Con un cenno de Soya indica d’avere capito. Anche quel lieve movimento è doloroso. Ogni cellula del suo corpo è dolorante per la risurrezione. Ma è un dolore sano, del tutto diverso da quello, terribile, delle ferite. — Hai preso contatto con le autorità della Pax su Parvati?

«No, Padre Capitano.»

— Bene. — Nei giorni dell’Egemonia, Parvati era una remota colonia; ora è una remota colonia della Pax. Non possiede veicoli spaziali… né militari della Pax né commerciali della Mercatoria… ma solo un piccolo contingente militare e alcune semplici navi interplanetarie. Se la bambina sarà catturata in quel sistema, il compito toccherà per forza alla Raffaele.

Aggiornamenti sulla nave della bambina? — domanda de Soya.

«La nave non identificata ha fatto il balzo due ore e diciotto minuti prima di noi» comunica la Raffaele. «Le coordinate di traslazione si riferivano senza alcun dubbio al sistema di Parvati. L’arrivo della nave non identificata è previsto fra due mesi, tre settimane, due giorni e diciassette ore circa.»

— Grazie. Appena Gregorius e gli altri saranno pronti, organizza una riunione nella sala operativa.

«Sì, Padre Capitano.»

— Grazie — ripete de Soya. Pensa: "Due mesi, tre settimane, due giorni… Madre Misericordiosa, cosa farò per quasi tre mesi in questo sistema fuori mano?". Forse, riflette, quando ha dato l’ordine non ha esaminato la situazione in tutti i suoi aspetti. Di sicuro era turbato dal trauma, dal dolore e dalle medicine. Ma il più vicino sistema della Pax è Vettore Rinascimento, che si trova a dieci giorni/nave da Parvati, cinque mesi di debito temporale… tre giorni e mezzo e due mesi/debito dal previsto arrivo della bambina. No, riflette de Soya, forse non è stato molto lucido… non è lucido nemmeno ora e se ne rende conto… ma ha preso la decisione giusta. Meglio venire qui e poi riprendere in esame l’intera faccenda.

"Potrei balzare su Pacem" pensa "e chiedere istruzioni al Comando della Pax… al Papa, perfino. Potrei trascorrere due mesi e mezzo a ristabilirmi, tornare qui e avere ancora un po’ di tempo d’avanzo."
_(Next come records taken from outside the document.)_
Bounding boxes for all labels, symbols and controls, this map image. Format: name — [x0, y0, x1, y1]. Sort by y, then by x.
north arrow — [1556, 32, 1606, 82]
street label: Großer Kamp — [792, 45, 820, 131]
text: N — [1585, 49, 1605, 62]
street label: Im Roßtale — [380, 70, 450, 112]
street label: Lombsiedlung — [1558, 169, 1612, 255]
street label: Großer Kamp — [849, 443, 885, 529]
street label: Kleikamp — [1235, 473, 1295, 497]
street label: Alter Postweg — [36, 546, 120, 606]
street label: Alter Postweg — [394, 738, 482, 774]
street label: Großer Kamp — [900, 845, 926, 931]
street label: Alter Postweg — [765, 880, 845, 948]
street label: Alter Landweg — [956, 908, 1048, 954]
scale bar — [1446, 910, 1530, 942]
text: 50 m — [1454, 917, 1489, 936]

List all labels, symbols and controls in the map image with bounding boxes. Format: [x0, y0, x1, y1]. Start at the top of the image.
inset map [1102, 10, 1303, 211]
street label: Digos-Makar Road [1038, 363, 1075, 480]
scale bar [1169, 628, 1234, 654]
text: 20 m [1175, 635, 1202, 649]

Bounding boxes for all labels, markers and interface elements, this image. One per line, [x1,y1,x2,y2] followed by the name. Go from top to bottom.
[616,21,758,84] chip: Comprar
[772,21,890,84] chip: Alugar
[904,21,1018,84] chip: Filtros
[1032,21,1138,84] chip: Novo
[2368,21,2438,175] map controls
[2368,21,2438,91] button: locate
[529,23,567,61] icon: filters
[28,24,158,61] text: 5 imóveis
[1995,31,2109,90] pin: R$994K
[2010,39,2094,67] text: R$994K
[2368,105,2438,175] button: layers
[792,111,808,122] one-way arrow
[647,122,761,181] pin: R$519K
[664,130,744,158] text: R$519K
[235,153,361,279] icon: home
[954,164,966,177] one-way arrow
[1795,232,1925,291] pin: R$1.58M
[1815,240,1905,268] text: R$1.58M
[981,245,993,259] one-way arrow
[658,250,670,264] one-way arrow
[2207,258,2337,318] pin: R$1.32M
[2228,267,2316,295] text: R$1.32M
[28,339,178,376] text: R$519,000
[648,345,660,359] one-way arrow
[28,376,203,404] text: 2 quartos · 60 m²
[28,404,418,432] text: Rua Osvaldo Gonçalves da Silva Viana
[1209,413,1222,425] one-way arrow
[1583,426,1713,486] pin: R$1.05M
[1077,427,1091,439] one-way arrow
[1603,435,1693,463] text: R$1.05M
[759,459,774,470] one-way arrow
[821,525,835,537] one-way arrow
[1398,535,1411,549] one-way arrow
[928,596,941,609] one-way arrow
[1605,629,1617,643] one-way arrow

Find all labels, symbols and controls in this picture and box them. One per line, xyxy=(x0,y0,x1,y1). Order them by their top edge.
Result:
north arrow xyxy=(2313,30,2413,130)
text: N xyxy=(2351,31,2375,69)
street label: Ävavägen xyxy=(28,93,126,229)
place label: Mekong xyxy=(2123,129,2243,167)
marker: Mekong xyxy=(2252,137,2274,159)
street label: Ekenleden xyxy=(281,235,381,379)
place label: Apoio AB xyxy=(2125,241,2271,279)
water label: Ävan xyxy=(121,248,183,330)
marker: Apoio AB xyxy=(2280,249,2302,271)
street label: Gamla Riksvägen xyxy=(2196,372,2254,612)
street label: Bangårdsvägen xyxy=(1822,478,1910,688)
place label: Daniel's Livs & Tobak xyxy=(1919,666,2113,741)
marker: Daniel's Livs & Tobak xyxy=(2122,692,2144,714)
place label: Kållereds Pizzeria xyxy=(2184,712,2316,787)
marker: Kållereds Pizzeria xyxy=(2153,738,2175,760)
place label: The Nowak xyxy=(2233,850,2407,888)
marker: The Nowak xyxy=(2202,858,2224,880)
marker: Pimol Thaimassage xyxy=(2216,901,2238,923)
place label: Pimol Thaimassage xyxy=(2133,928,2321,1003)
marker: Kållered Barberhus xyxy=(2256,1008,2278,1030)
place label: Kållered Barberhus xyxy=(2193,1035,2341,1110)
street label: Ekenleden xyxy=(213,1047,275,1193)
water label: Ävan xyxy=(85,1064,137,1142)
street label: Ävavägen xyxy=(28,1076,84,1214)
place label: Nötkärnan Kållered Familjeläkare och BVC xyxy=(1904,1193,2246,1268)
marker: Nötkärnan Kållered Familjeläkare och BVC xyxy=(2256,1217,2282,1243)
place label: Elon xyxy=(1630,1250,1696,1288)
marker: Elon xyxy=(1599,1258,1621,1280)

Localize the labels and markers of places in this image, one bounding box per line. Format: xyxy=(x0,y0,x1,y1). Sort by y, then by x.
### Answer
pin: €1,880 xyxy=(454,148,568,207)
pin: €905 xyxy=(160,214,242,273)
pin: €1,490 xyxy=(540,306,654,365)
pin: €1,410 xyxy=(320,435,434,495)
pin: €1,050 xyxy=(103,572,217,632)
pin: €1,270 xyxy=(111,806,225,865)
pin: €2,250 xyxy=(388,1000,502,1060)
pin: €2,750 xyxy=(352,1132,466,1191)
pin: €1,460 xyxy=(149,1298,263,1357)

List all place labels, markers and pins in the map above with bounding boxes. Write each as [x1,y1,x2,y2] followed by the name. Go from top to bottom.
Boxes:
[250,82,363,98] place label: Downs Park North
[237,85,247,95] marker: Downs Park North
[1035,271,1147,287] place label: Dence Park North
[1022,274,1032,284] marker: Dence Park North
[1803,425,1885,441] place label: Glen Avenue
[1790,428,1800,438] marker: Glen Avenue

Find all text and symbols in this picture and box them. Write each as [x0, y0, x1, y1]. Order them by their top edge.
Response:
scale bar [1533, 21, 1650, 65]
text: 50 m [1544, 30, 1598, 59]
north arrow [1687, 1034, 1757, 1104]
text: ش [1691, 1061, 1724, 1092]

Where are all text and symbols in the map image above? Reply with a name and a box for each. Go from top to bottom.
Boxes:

Scuote la testa, con una smorfia per la sofferenza provocatagli dal movimento. Ha già gli ordini: catturare la bambina e riportarla su Pacem. Tornare al Vaticano sarebbe solo un’ammissione di fallimento. Forse manderebbero un altro. Durante la conferenza informativa prima del volo, il capitano Marget Wu ha reso chiaro che la Raffaele è unica… la sola nave corriere a sei posti, armata, classe Arcangelo, esistente; e anche se, nei mesi di debito temporale da quando ha lasciato Pacem, ne avessero costruita una seconda, non avrebbe senso tornare adesso. Se la Raffaele fosse ancora l’unico Arcangelo armato, lui potrebbe solo aumentare di due unità l’equipaggio.

"Morte e risurrezione non vanno prese alla leggera" pensa. Durante la sua formazione, gli hanno ripetuto alla nausea questo precetto. Solo perché il sacramento esiste ed è offerto ai fedeli, non significa che lo si amministri senza grande solennità e senza restrizioni.

"No" prosegue tra sé "parlerò con Gregorius e con gli altri, studierò qui la situazione. Possiamo elaborare un piano e usare le vasche di crio-fuga per l’ultimo paio di mesi. Quando la nave della bambina arriverà, avrà alle costole la Sant’Antonio. Fra la nave torcia e la Raffaele, dovremmo riuscire senza grandi difficoltà a bloccare la nave, abbordarla e recuperare la bambina."

A rigor di logica tutto ciò ha senso; ma nel dolorante cervello di de Soya una vocina bisbiglia: "Senza grandi difficoltà… proprio quello che pensavi della missione su Hyperion".

Il Padre Capitano de Soya si lascia sfuggire un gemito, scende dalla culla di risurrezione e va a cercare la doccia, caffè caldo e vestiti.